First performed in Dublin in 1990, the play is a semi-autobiographical account of the life of Michael Evans, a young boy being brought up by his mother and four spinster aunts in the foothills of Donegal. Adult Michael (played by Alastair Whatley, who also directs and produces the piece) acts as narrator, and it is his memories of one tumultuous summer in 1936, when their seemingly cosy existence was to be changed for ever, that are played out on the stage.
The Mundy sisters (Kate, Maggie, Agnes, Rosie, and Christina) are all unmarried and live together in a cottage outside Ballybeg. The oldest, Kate (Victoria Carling), is a school teacher, the principal bread-winner and spiritual head of the family. Agnes and Rose (Maireed Conneely and Bronagh Taggart) knit gloves to be sold in the town. Maggie (Patricia Gannon) and Michael’s mother Christina (Siobhan O’Kelly) have no income but keep house.
Michael is seven years old and plays in and around the cottage, although is not actually seen on stage (adult Michael speaks his lines from the sidelines). Recently returned after 25 years as a missionary in Uganda, their brother Jack (Daragh O’Malley), a priest, is recovering from malaria and has trouble settling back into life in Ireland. It is clear that during his time in Africa he had “gone native” and embraced many of the “pagan ways”.

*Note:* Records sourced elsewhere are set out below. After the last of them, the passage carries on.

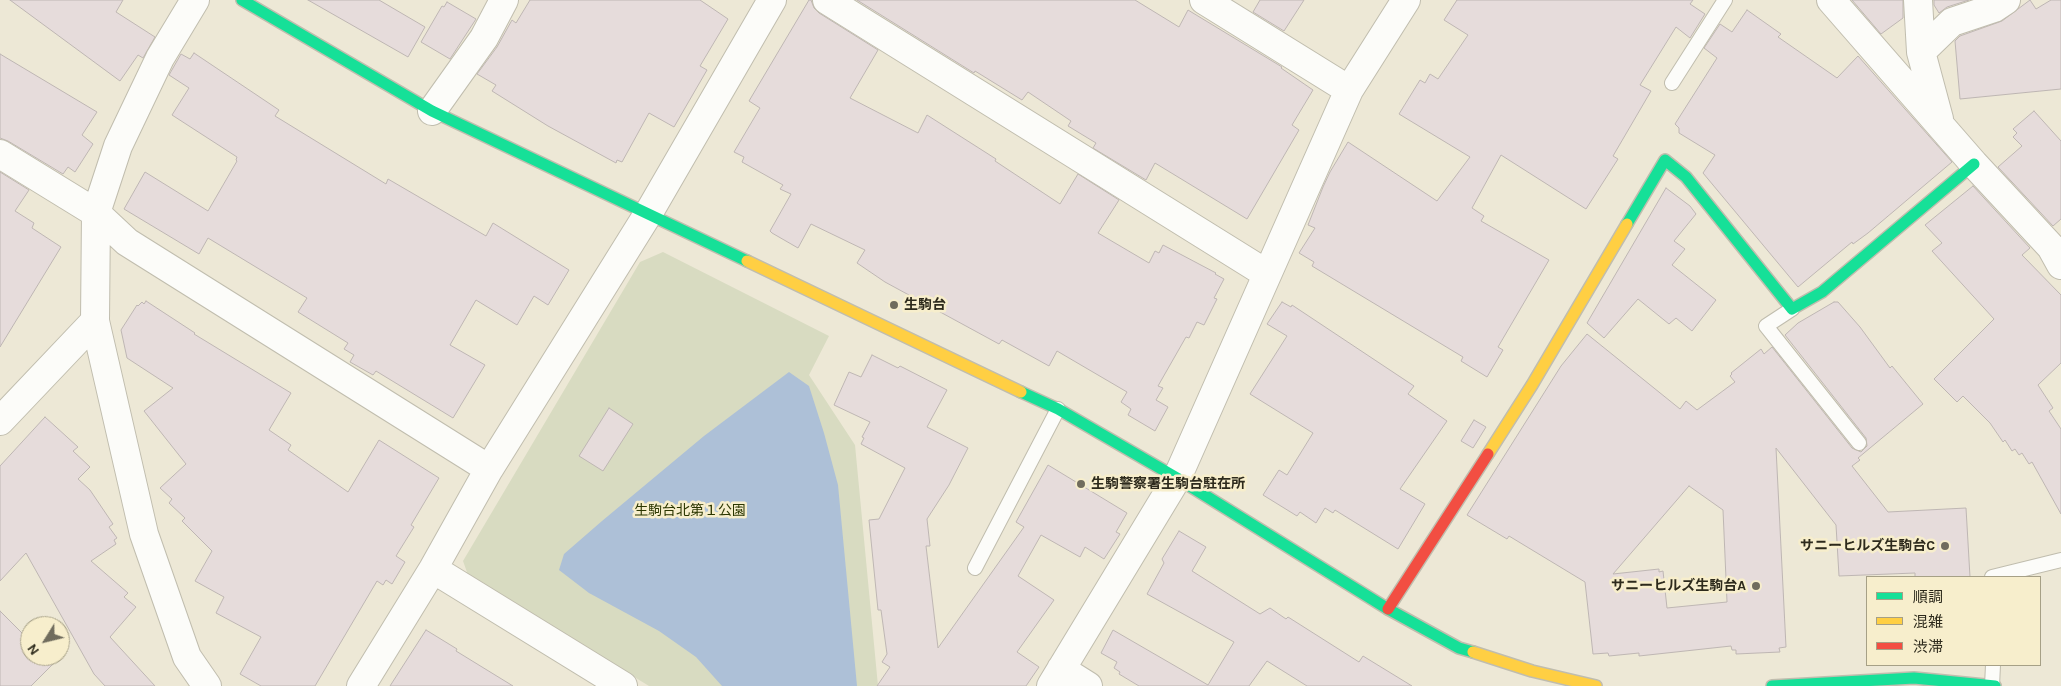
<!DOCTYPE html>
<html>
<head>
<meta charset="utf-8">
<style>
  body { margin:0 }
  #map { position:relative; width:2061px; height:686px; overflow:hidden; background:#ede8d6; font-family:Karla,"Noto Sans JP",sans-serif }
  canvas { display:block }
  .legend { position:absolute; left:1866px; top:576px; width:175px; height:90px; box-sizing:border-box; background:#f7eecc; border:1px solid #a6a086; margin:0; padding:6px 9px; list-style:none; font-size:15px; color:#2d2a1c }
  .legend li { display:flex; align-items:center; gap:10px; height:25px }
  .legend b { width:25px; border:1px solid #a6a086 }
  .north { position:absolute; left:20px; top:616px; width:50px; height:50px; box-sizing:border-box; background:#f7eecc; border:1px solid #a6a086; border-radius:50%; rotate:234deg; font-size:14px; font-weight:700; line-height:20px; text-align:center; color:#2d2a1c }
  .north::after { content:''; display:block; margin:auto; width:18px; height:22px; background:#706c5d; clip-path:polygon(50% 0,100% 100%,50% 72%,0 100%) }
</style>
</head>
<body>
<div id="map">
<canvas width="2061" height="686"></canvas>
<ul class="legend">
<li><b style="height:6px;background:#16e098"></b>順調</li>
<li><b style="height:6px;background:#ffcf43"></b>混雑</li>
<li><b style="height:6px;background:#f24e42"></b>渋滞</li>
</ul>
<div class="north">N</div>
</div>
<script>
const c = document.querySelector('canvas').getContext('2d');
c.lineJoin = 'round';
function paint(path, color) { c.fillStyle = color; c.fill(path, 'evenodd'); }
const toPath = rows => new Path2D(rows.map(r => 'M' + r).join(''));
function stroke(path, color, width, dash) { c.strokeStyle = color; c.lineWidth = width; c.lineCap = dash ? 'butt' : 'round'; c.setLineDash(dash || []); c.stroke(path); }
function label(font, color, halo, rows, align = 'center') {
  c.font = font + ' Karla,"Noto Sans JP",sans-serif'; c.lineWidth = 5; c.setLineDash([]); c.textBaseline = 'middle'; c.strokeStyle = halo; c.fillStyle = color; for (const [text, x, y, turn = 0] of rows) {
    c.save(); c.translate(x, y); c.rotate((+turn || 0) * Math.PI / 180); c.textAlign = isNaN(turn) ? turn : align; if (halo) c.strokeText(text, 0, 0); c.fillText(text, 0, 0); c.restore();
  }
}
const green = toPath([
  [663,252,829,336,809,375,855,445,878,686,649,686,468,575,463,561,640,262]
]);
const water = toPath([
  [789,372,809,386,824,433,838,485,857,686,722,686,696,657,659,631,589,593,559,570,564,554,602,521,704,436]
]);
const building = toPath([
  [10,0,123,0,116,12,155,37,143,58,138,55,120,81,10,0],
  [308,0,379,0,425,27,408,57,308,0],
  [530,0,700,0,728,19,700,66,707,70,674,127,649,113,622,162,617,160,616,163,548,126,492,91,496,85,477,74,497,47,512,20,516,23,530,0],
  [809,0,811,0,814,8,819,13,878,50,850,98,918,133,927,115,996,159,995,161,1060,204,1078,174,1119,200,1098,233,1149,263,1155,251,1159,253,1163,245,1216,273,1215,274,1224,279,1214,298,1217,299,1204,325,1197,322,1189,338,1186,337,1158,386,1163,388,1156,400,1168,407,1155,431,1128,415,1131,409,1121,402,1127,392,1057,351,1049,366,1002,340,999,344,885,282,857,263,865,250,811,224,798,248,772,233,770,231,791,194,780,189,783,185,742,162,744,157,734,152,760,108,749,101,809,0],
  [857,0,1135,0,1179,27,1188,10,1282,67,1281,68,1313,90,1292,125,1299,130,1247,219,1155,163,1146,180,1093,148,1096,143,1068,126,1071,121,1028,92,1022,100,975,71,974,73,857,0],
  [1260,0,1304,0,1284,31,1253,12,1260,0],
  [1457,0,1693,0,1690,4,1705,14,1690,38,1676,27,1640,85,1651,91,1613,156,1618,159,1586,209,1501,155,1472,208,1484,216,1481,221,1549,260,1498,347,1503,350,1487,377,1461,361,1463,357,1312,266,1314,262,1299,253,1315,228,1308,225,1323,187,1330,172,1348,142,1437,201,1470,157,1399,114,1420,80,1425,83,1430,74,1438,79,1468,35,1444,20,1457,0],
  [1852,0,1903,0,1903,18,1881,34,1852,0],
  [1934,0,1969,0,1947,7,1939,13,1934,5,1934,0],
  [2030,0,2036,9,2051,0,2061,0,2061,89,1960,99,1955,41,1960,36,2002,21,2030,0],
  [447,2,476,19,450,59,421,42,442,6,444,7,447,2],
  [1747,10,1781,34,1778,37,1837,78,1858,56,1952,162,1868,233,1853,244,1852,242,1798,287,1703,173,1715,155,1679,133,1679,128,1675,124,1717,58,1704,48,1720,24,1732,32,1747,10],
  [194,53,279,110,275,116,386,184,388,179,486,236,493,223,569,270,548,305,534,296,517,325,476,300,450,345,485,365,453,418,376,371,373,375,350,362,354,355,344,349,348,343,298,312,307,298,208,238,199,254,124,209,145,172,208,211,237,161,236,160,237,157,172,115,189,88,169,75,181,54,190,59,194,53],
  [0,54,97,112,82,135,93,144,75,172,68,167,63,174,8,141,0,138,0,54],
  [2034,111,2061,141,2061,219,2053,226,1998,167,2022,146,2013,137,2017,133,2013,129,2034,111],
  [0,172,29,190,15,211,34,223,32,228,61,247,0,347,0,172],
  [1973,186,2030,248,2022,255,2061,295,2061,363,2038,385,2053,408,2049,411,2061,429,2061,514,2032,462,2029,464,2022,453,2019,455,2015,449,2012,451,2005,440,2003,442,1990,423,1963,396,1957,402,1934,379,1994,319,1932,251,1942,243,1925,225,1973,186],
  [1666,188,1690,206,1696,214,1674,241,1685,249,1672,265,1716,300,1692,331,1676,318,1669,324,1638,299,1604,338,1587,323,1666,188],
  [146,301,195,333,194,334,291,393,269,430,291,445,288,450,348,492,379,440,439,478,411,525,414,527,396,556,405,562,392,584,386,580,383,585,377,581,315,686,261,686,240,674,261,637,216,613,224,597,195,581,212,551,182,521,185,518,169,503,172,499,160,488,186,464,144,411,173,388,127,358,121,330,137,305,138,306,142,302,144,304,146,301],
  [1282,302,1291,307,1292,305,1414,386,1408,394,1447,421,1400,489,1425,504,1398,549,1335,510,1333,513,1325,508,1316,523,1300,512,1297,516,1263,495,1279,470,1287,475,1313,433,1250,394,1287,336,1267,324,1282,302],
  [1834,302,1838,302,1860,327,1890,368,1892,366,1923,404,1858,458,1860,460,1852,466,1888,512,1966,508,1970,577,1915,577,1915,573,1839,576,1836,525,1776,448,1786,647,1779,648,1780,652,1736,654,1736,650,1732,650,1731,646,1639,656,1639,653,1609,656,1608,653,1593,654,1585,582,1509,536,1507,539,1467,515,1561,366,1587,334,1680,409,1686,401,1697,410,1735,382,1730,376,1732,374,1731,373,1761,349,1764,354,1772,347,1852,448,1861,452,1867,446,1866,438,1785,335,1798,323,1834,302],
  [1689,486,1723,510,1727,602,1667,608,1663,571,1659,572,1659,569,1613,574,1689,486],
  [872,355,898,368,900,366,947,390,927,427,968,448,949,485,927,519,930,546,926,546,938,648,1024,527,1016,522,1048,465,1127,513,1116,532,1120,534,1104,559,1085,547,1080,557,1041,535,1018,576,1054,600,1017,652,1039,667,1026,686,877,686,890,667,882,662,887,654,881,610,878,610,869,520,879,519,905,468,861,444,864,438,862,437,870,422,834,405,849,372,861,377,872,355],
  [609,408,633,424,603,471,579,456,609,408],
  [45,417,78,447,73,451,90,467,78,479,90,490,113,524,109,527,117,538,114,540,116,544,91,561,128,593,124,597,136,607,110,637,155,686,105,686,94,674,26,553,0,581,0,466,45,417],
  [1474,420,1486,427,1473,448,1461,441,1474,420],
  [1179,531,1206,547,1192,571,1260,614,1270,608,1286,619,1288,617,1359,662,1363,656,1412,686,1307,686,1267,661,1249,686,1139,686,1119,674,1120,672,1114,668,1117,662,1101,653,1113,630,1208,685,1234,642,1147,594,1164,563,1162,559,1179,531],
  [0,611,30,641,30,656,45,656,53,664,31,686,0,686,0,611],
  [426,630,457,649,456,651,513,686,390,686,426,630]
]);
const lane = toPath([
  [1672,83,1725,0],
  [1792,309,1766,326,1859,443],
  [975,568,1058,409],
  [1992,577,2061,560],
  [1992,686,1993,665]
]);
const street = toPath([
  [195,0,160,58,118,146,96,213,95,321,144,534,187,657,207,686],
  [827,0,1267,274],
  [1204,0,1349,90],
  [1831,0,1974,164,2051,247,2061,265],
  [1918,0,1921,52,1939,119],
  [1921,52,1952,22,1994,8,2006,0],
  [432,111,484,38,504,0],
  [0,154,96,213,127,242,489,469],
  [0,421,95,321],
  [433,569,623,686],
  [1061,669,1088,686],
  [361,686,433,569,489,469,648,214,772,0],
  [1051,686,1177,478,1349,90,1406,0]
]);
const fast = toPath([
  [242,0,432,111,747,261],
  [1627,224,1665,160,1686,177,1792,309,1822,292,1974,164],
  [1021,392,1058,409,1177,478,1388,609,1459,648,1473,652],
  [1772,686,1914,678,1995,686]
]);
const slow = toPath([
  [747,261,1021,392],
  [1488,454,1532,385,1627,224],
  [1473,652,1532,671,1596,686]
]);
const jam = toPath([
  [1388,609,1488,454]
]);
const markers = [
  [894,305,5,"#706c5d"],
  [1081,484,5,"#706c5d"],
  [1945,546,5,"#706c5d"],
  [1756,586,5,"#706c5d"]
];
const poiNames = [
  ["生駒台",904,305],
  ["生駒警察署生駒台駐在所",1091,484],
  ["サニーヒルズ生駒台C",1935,546,"right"],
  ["サニーヒルズ生駒台A",1746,586,"right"]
];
const parkNames = [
  ["生駒台北第１公園",690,511]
];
paint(green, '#d8dbc1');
paint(water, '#adc0d7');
paint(building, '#e6dcdb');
stroke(building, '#beb6b3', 1);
stroke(lane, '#c0bdae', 16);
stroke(street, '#c0bdae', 30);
stroke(fast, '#c0bdae', 14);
stroke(slow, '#c0bdae', 14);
stroke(jam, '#c0bdae', 14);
stroke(lane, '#fcfcf9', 14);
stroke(street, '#fcfcf9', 28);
stroke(fast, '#16e098', 11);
stroke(slow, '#ffcf43', 11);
stroke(jam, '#f24e42', 11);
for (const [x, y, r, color] of markers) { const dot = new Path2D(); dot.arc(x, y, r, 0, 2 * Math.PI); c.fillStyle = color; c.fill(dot); stroke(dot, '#f7eecc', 2); }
label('bold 14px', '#2d2a1c', '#f7eecc', poiNames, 'left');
label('14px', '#2b3600', '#f7eecc', parkNames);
</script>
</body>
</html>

All good Catholic girls, the Mundy sisters have their pagan side too, and their pent-up desires, disappointments and frustrations are never far from the surface in the crackling script. The play's most celebrated scene sees the sisters, whose only source of entertainment is an unreliable antique radio, cut loose their binds and dance with mad, involuntary, abandon in a joyous, momentary celebration of life and liberty.
There is not a single weak performance and O’Kelly’s Christina, who still loves the feckless gramophone-salesman Gerry Evans (Paul Westwood) – Michael’s father – who constantly proposes marriage before abandoning her again – is heart-breaking. Indeed the beautifully-acted production takes the audience on a rollercoaster of emotions, sharing in the sisters’ stolen moments of happiness, interspersed with briefly exposed sorrows.
The detail and the dialogue between the sisters is engrossing, and the longing of each sister for a different life is tangible. Friel’s eloquent narrative, together with a beautifully crafted and evocative set designed by Victoria Spearing, expertly portrays the sadness and the joy of life in that small close-knit community. It is a heartfelt eulogy to a way of life torn apart by war, poverty and social mobility.